* WHAT TO DO *
Hand back all records exactly, pictures omitted.

(Entries taken from a collection)
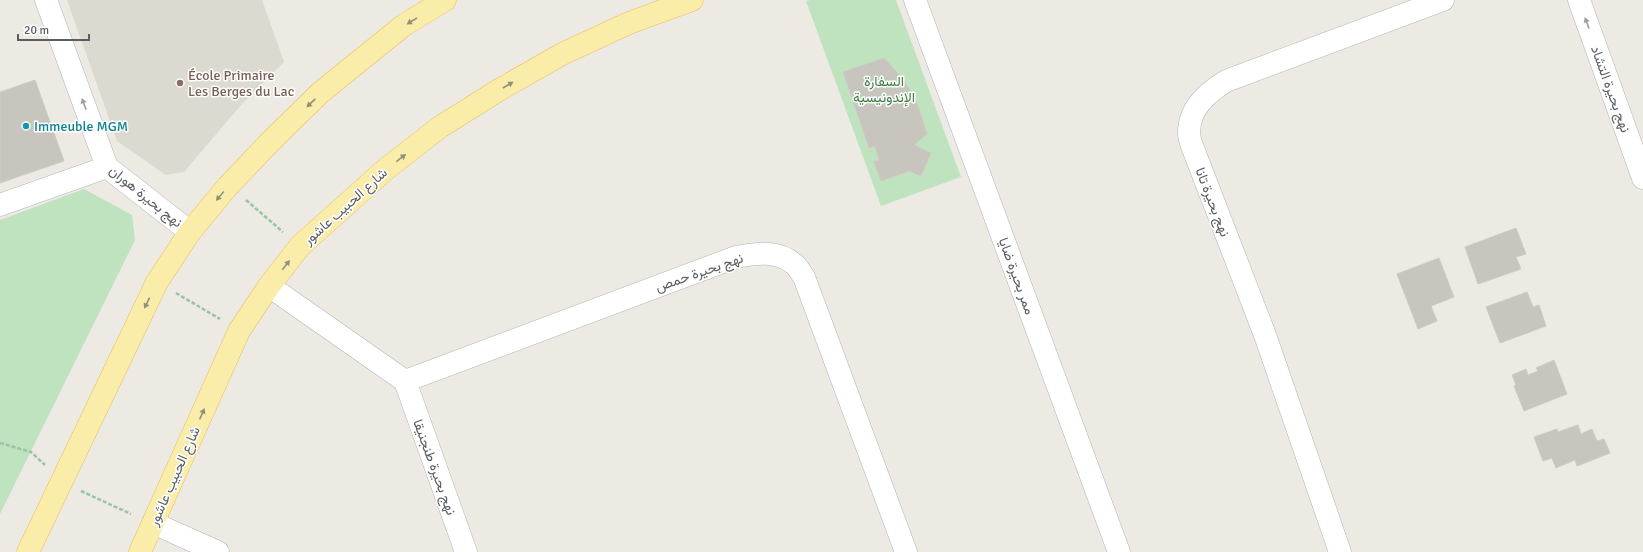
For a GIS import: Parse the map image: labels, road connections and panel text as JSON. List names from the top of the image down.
{
  "streets": {
    "main road": ["شارع الحبيب عاشور"],
    "street": [
      "نهج بحيرة التشاد",
      "نهج بحيرة هوران",
      "نهج بحيرة تانا",
      "نهج بحيرة حمص",
      "ممر بحيرة ضايا",
      "نهج بحيرة طنجنيقا"
    ]
  },
  "crossings": [
    ["نهج بحيرة حمص", "نهج بحيرة طنجنيقا"]
  ],
  "one_way": ["نهج بحيرة التشاد", "نهج بحيرة هوران"],
  "parks": ["السفارة الإندونيسية"],
  "places": ["École Primaire Les Berges du Lac", "Immeuble MGM"],
  "scale_bar": "20 m"
}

* ANSWER SECTION *
For a GIS import: Parse the map image: labels, road connections and panel text as JSON. List names from the top of the image down.
{
  "streets": {
    "main road": ["شارع الحبيب عاشور"],
    "street": [
      "نهج بحيرة التشاد",
      "نهج بحيرة هوران",
      "نهج بحيرة تانا",
      "نهج بحيرة حمص",
      "ممر بحيرة ضايا",
      "نهج بحيرة طنجنيقا"
    ]
  },
  "crossings": [
    ["نهج بحيرة حمص", "نهج بحيرة طنجنيقا"]
  ],
  "one_way": ["نهج بحيرة التشاد", "نهج بحيرة هوران"],
  "parks": ["السفارة الإندونيسية"],
  "places": ["École Primaire Les Berges du Lac", "Immeuble MGM"],
  "scale_bar": "20 m"
}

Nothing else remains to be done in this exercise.